Pâtés and Rillettes and Terrines! Oh My!
Soft. Smooth. Spreadable. These are adjectives not normally used to describe meat.
They do however apply to mousses, pâtés, rillettes, and terrines. These are all tasty dishes that combine ground, chopped, or shredded meat, poultry, or seafood with herbs, spices, fat, and other ingredients.
These mouthwatering savoury dishes are part of a broad, weird-sounding category called forcemeats which are typically served as part of an hors d’oeuvre, appetizer, or snack, and sometimes even as a light meal.
If you’ve never tried them, you’ll discover pâtés, terrines, and the like are a delightful accompaniment to go with a selection of cheese, bread, crackers, and pickled vegetables. This makes them a natural choice for including on a cheese board.
What's the Difference?
Sometimes you’ll hear terms such as terrine, rillettes, and pâté used interchangeably because they are quite similar in some ways—they are all rich, meaty and tend to rely on herbs & spices to enhance their flavour.
There are however a few distinct differences that might be of interest.
Mousse
Mousse is a light and airy dish with a smooth, fairly uniform appearance. It is sometimes referred to as mousseline.
It’s made with meat that’s whipped with fat, eggs, and cream and passed through a fine-meshed sieve to ensure a very smooth texture. This usually makes the mousse spreadable.
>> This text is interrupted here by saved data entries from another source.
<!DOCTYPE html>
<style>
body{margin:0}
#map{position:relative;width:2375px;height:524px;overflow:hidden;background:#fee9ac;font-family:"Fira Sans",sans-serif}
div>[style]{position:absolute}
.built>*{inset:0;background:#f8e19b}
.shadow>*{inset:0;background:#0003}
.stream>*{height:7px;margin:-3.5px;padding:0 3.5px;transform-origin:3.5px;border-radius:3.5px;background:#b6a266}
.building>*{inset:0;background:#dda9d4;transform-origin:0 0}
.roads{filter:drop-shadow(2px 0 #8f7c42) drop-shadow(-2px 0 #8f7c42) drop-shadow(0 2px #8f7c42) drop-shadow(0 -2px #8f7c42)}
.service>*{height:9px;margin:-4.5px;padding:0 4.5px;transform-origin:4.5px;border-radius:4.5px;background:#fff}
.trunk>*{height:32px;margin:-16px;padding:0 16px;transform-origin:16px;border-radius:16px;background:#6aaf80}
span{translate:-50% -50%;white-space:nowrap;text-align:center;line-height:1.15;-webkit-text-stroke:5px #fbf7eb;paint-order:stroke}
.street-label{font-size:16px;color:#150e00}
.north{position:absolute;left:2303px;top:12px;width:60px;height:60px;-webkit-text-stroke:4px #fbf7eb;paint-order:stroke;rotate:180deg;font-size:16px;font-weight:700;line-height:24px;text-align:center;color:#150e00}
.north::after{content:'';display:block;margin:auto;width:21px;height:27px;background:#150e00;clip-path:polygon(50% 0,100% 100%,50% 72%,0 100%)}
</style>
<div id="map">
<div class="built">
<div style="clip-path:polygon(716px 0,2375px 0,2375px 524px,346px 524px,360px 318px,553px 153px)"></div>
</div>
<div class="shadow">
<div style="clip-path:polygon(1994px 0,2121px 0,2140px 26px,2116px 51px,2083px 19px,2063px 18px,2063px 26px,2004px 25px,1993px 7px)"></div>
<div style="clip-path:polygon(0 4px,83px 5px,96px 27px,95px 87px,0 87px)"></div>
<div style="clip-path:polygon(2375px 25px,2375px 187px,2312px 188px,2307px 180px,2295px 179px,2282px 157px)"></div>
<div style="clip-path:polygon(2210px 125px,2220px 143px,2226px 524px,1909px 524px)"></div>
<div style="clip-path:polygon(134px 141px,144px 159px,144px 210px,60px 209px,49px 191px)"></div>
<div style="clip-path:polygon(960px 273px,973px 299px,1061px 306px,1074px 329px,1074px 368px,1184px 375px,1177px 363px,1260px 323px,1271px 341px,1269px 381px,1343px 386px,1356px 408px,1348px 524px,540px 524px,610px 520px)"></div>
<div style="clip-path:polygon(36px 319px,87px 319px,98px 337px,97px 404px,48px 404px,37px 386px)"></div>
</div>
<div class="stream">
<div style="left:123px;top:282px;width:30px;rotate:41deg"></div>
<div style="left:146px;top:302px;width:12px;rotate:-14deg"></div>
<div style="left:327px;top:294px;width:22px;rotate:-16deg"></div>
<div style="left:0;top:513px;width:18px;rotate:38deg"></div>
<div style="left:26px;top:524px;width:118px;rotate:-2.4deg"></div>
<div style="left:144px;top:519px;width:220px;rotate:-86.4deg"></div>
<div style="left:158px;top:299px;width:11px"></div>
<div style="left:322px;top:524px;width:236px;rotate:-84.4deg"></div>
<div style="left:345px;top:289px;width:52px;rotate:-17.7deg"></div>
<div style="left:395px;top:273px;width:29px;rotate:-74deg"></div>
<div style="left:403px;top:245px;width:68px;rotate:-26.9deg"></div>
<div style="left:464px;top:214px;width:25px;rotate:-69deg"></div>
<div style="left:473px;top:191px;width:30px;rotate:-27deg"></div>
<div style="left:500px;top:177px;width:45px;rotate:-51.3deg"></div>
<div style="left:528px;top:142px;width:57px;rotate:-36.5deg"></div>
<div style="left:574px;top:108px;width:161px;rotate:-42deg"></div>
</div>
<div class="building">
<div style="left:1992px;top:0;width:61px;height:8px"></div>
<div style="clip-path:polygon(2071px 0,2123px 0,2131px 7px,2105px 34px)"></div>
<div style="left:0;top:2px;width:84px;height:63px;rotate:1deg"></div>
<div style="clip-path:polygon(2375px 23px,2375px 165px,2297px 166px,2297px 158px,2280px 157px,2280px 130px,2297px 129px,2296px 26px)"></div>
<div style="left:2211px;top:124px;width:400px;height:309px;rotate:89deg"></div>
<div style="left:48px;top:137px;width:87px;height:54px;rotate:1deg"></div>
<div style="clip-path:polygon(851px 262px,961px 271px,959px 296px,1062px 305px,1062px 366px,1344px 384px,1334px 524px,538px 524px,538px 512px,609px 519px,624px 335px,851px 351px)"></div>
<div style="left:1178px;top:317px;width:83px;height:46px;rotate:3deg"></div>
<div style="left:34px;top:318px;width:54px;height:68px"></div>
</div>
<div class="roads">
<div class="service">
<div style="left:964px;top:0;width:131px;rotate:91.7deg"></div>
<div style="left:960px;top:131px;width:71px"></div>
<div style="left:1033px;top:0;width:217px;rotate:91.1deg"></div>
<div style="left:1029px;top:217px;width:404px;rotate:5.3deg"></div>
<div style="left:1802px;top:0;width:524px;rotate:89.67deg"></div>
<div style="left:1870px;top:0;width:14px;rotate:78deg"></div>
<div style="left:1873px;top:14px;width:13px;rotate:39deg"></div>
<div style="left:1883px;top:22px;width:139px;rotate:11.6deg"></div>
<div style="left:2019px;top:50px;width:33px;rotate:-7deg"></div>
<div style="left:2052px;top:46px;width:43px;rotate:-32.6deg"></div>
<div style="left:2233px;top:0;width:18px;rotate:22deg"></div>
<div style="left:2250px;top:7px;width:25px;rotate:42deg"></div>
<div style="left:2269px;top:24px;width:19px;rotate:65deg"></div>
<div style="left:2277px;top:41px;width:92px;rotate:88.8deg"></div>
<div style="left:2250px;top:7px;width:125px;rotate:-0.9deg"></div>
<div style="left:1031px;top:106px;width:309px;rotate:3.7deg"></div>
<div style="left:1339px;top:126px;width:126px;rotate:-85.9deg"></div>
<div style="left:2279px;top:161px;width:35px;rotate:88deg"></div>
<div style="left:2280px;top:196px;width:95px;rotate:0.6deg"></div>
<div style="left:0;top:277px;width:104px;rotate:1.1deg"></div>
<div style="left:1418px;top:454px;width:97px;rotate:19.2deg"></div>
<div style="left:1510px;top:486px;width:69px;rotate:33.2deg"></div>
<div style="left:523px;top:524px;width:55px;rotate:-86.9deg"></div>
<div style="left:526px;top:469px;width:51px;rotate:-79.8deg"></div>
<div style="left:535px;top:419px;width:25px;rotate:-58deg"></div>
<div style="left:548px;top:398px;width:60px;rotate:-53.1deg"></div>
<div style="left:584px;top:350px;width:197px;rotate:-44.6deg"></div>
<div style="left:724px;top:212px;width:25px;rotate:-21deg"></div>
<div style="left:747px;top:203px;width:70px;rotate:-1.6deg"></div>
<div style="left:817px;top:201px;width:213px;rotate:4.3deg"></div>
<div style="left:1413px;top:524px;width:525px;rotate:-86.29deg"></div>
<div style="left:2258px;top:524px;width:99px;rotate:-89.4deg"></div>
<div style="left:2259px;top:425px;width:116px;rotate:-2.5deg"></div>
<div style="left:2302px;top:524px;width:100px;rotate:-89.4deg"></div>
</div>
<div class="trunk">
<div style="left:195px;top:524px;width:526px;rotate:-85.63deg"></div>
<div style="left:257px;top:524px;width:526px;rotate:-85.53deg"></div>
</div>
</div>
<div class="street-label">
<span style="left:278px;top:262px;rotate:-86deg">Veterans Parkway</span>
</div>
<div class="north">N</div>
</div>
Well-known types of mousse include:
- Chicken liver mousse
- Salmon mousse
- Shrimp mousseline
This Chicken Liver Mousse with Grand Marnier is ultra smooth and delicately flavoured.
Pâté
Pâté is a dish made of a finely ground or pureed meat, fat, spices, and often a flavorful alcohol such as wine or brandy. It often includes liver as a key ingredient.
Well-known pâtés include:
- Pâté de porc
- Country pate
- Mushroom pâté
Rillettes
Rillettes are like pâté. They are made with a mixture of spices, slow-cooked and shredded meat combined with a generous amount of fat. Originally, the fat was poured over the prepared meat as a means of preserving it. Thanks to this fat, rillettes have a very moist, silky, and rich texture.
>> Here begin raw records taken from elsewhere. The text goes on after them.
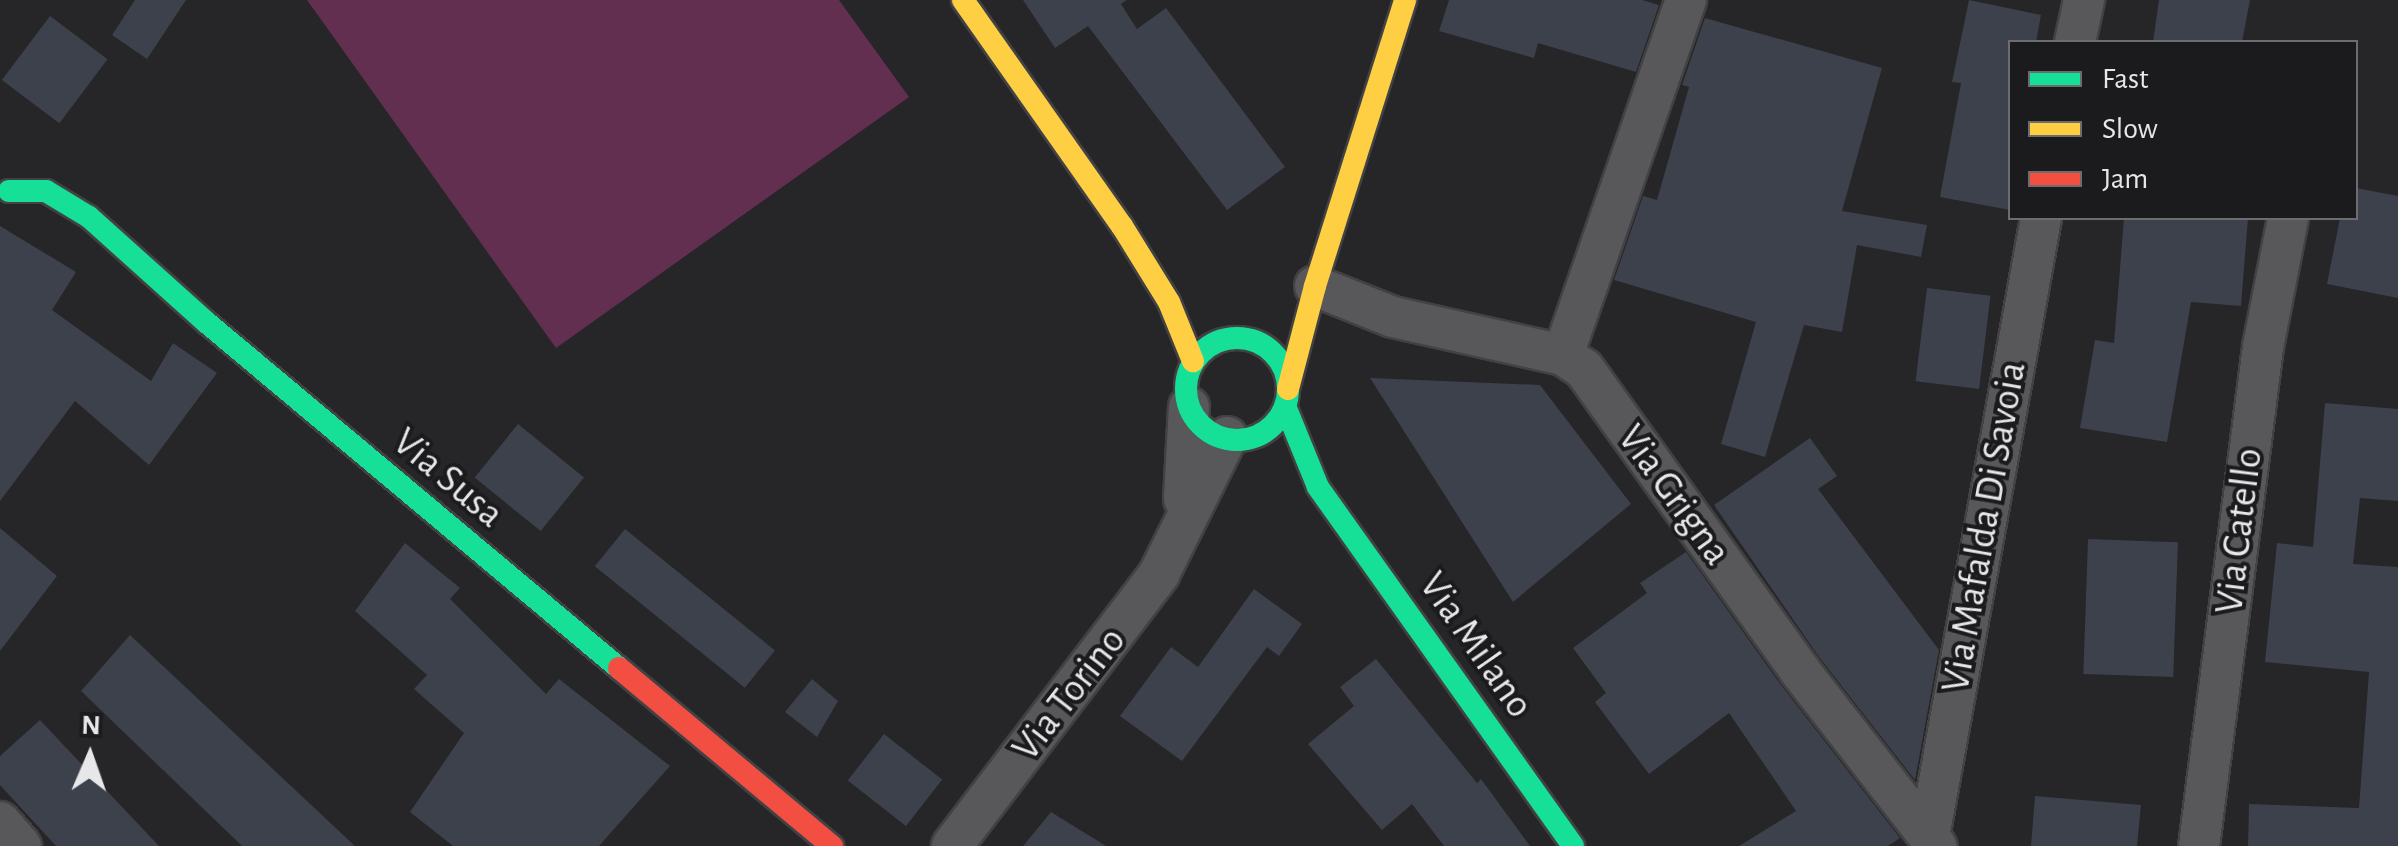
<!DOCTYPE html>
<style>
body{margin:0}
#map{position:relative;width:2398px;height:846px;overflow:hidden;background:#262527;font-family:"Alegreya Sans",sans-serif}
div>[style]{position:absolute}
.green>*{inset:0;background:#632f51}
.building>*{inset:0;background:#3c414c;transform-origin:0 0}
.roads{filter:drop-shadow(2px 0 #424143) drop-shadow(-2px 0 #424143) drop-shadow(0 2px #424143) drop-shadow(0 -2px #424143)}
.street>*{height:40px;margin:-20px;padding:0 20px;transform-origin:20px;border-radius:20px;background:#58585a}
.fast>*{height:22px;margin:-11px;padding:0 11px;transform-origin:11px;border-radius:11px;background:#16e098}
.fast>.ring{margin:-11px;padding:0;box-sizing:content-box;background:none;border:22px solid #16e098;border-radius:50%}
.slow>*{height:22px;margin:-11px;padding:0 11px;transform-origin:11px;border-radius:11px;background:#ffcf43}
.jam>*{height:22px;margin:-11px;padding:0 11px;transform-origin:11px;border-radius:11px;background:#f24e42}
span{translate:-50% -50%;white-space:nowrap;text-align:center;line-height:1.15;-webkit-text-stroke:8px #1b1b1e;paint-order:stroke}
.street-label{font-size:40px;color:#e7e6e9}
.legend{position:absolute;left:2008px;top:40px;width:350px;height:180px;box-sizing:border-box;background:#1b1b1e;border:2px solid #6d6c6f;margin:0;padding:12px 18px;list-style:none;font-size:30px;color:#e7e6e9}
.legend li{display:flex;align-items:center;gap:20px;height:50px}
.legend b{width:50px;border:2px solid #6d6c6f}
.north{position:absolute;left:40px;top:706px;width:100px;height:100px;-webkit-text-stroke:8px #1b1b1e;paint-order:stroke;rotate:2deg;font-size:28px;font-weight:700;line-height:40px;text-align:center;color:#e7e6e9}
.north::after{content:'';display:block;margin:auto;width:35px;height:45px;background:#e7e6e9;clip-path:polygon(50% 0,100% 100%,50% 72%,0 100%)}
</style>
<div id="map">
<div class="green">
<div style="clip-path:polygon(307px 0,839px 0,909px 97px,556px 348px)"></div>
</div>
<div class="building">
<div style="clip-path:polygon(135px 0,186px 0,147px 59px,112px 35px)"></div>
<div style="clip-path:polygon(1023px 0,1127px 0,1121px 4px,1137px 29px,1166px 8px,1285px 167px,1227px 210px,1088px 26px,1055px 48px)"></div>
<div style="clip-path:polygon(1449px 0,1642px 0,1659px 5px,1636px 72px,1538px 43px,1534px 58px,1439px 31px)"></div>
<div style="clip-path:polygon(1969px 0,2041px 15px,2036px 42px,2010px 42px,2010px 210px,1940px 197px,1961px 83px,1952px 82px)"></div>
<div style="clip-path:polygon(2159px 0,2250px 0,2242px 42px,2153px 42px)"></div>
<div style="left:50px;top:16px;width:72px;height:80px;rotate:37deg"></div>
<div style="clip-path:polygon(1705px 18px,1882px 68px,1842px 211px,1927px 225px,1921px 257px,1857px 245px,1842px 332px,1804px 325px,1765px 457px,1721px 444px,1756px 322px,1614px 280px,1643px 196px,1657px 200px,1689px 87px,1682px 85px)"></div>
<div style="clip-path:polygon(2356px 188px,2398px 196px,2398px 298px,2327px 284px,2340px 218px,2356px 218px)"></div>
<div style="clip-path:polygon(2124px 218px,2248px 218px,2241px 306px,2191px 302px,2167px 442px,2080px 428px,2095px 340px,2114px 343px)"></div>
<div style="clip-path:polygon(0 226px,76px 272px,52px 310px,151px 381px,173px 343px,217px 373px,149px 465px,75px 401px,0 501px)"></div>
<div style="left:1927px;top:288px;width:64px;height:94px;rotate:7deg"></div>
<div style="clip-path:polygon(1370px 378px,1540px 385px,1631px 504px,1513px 602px)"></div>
<div style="clip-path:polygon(2325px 403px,2398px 409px,2398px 501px,2360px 498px,2353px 564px,2398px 567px,2398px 846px,2248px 846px,2249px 804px,2359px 808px,2369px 672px,2265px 662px,2277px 543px,2313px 547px)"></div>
<div style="left:518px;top:424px;width:85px;height:69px;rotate:39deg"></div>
<div style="clip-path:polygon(1810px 438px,1837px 476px,1818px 489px,1939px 650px,1915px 780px,1819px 657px,1714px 505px)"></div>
<div style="clip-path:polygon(0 528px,57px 576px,0 651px)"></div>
<div style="left:625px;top:529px;width:193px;height:48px;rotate:39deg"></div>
<div style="left:2088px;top:539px;width:90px;height:135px;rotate:2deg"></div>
<div style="clip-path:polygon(405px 543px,460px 588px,450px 599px,546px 694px,559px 679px,670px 766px,599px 846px,453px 846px,410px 812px,464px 733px,414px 689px,427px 675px,355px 611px)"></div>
<div style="clip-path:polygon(1686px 552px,1781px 685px,1900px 838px,1888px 846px,1739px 846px,1796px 811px,1729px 713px,1649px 774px,1595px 702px,1606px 693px,1573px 648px,1647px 593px,1640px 583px)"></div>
<div style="clip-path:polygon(1254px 589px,1302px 624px,1279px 656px,1267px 647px,1182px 761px,1120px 716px,1171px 647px,1198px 667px)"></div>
<div style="clip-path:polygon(130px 635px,355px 846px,242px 846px,81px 691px)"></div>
<div style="clip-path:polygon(1376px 659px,1477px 783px,1481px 779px,1530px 846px,1444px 846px,1412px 804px,1382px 830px,1308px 744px,1354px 706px,1340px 687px)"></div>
<div style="clip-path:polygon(812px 679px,838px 701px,817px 737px,785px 712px)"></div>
<div style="clip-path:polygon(40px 720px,56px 737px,159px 846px,56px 846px,0 785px,0 756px)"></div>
<div style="left:884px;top:734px;width:74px;height:59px;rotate:38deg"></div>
<div style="clip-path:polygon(2035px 796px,2141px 805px,2137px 846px,2031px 846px)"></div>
<div style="clip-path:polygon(1051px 812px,1106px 846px,1023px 846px)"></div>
</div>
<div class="roads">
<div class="street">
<div style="left:2075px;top:42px;width:43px;rotate:-77.9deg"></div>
<div style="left:1315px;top:286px;width:84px;rotate:21.7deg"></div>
<div style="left:1393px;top:317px;width:174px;rotate:12.6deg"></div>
<div style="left:1563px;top:355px;width:25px;rotate:34deg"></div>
<div style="left:1584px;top:369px;width:371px;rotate:54.4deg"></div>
<div style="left:1800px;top:671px;width:222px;rotate:52.1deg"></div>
<div style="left:1563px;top:355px;width:376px;rotate:-70.9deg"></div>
<div style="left:1184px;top:499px;width:92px;rotate:-86.9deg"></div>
<div style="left:0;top:822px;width:32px;rotate:49deg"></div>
<div style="left:1929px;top:837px;width:629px;rotate:-79.74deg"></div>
<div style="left:952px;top:846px;width:342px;rotate:-52.7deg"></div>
<div style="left:1159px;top:574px;width:153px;rotate:-63.6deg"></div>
<div style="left:2199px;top:846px;width:503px;rotate:-82.69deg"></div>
<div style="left:2263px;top:347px;width:131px;rotate:-79deg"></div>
</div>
<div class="fast">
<div style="left:9px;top:191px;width:37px"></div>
<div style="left:46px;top:191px;width:50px;rotate:31.2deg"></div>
<div style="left:89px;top:217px;width:157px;rotate:41.9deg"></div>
<div style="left:206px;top:322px;width:539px;rotate:39.96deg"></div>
<div class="ring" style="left:1186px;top:338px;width:80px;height:80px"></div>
<div style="left:1285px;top:406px;width:87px;rotate:67.8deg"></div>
<div style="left:1318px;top:487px;width:440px;rotate:54.6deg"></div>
</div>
<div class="slow">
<div style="left:963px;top:0;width:276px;rotate:54.9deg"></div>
<div style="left:1122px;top:226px;width:89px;rotate:58.3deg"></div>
<div style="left:1169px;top:302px;width:64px;rotate:67.9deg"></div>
<div style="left:1288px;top:389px;width:106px;rotate:-75.3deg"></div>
<div style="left:1315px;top:286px;width:300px;rotate:-72.5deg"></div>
</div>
<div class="jam">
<div style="left:619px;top:668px;width:278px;rotate:39.9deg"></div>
</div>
</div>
<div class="street-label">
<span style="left:448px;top:478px;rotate:40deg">Via Susa</span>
<span style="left:1674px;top:495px;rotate:54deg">Via Grigna</span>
<span style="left:1984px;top:527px;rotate:-80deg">Via Mafalda Di Savoia</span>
<span style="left:2239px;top:531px;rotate:-83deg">Via Catello</span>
<span style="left:1476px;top:645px;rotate:55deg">Via Milano</span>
<span style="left:1069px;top:694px;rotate:-52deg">Via Torino</span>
</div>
<ul class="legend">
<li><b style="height:12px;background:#16e098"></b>Fast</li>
<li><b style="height:12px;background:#ffcf43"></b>Slow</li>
<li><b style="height:12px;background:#f24e42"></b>Jam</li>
</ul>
<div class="north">N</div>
</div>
Also known as potted meat, well-known rillettes include:
- Duck rillettes
- Pork rillettes
- Salmon rillettes
Terrine
Terrine is another type of forcemeat you’re likely to come across. This dish is cooked in a loaf-shaped pan and composed of ingredients that are chunkier, that is more coarsely chopped than pâtés and mousses.
Aside from meat, terrines can include savoury jellies, vegetables, fruit, and nuts. Well-known terrines include:
- Wild boar terrine
- Rabbit terrine
- Duck terrine
- Headcheese
This tasty rabbit terrine includes blueberries and maple syrup—absolutely delicious.
The term "pâté" is often used interchangeably with "terrine" in North America. However, the difference is usually in the texture and whether liver is included (pâté) or not (terrine).
Cat-Food Texture?
In North America, our meat dishes tend to have a more toothsome and dense texture. This can make more flaky, pasty, or even slimy-looking meats look unappetizing. The comparisons to cat food are always there for first timers.
But we’re about flavour adventures at TOMME. We encourage you to step outside of what you’re used to. We have lots of pâté, rillettes, and terrine options for you to explore. When you do, a whole new succulent world of flavour becomes accessible.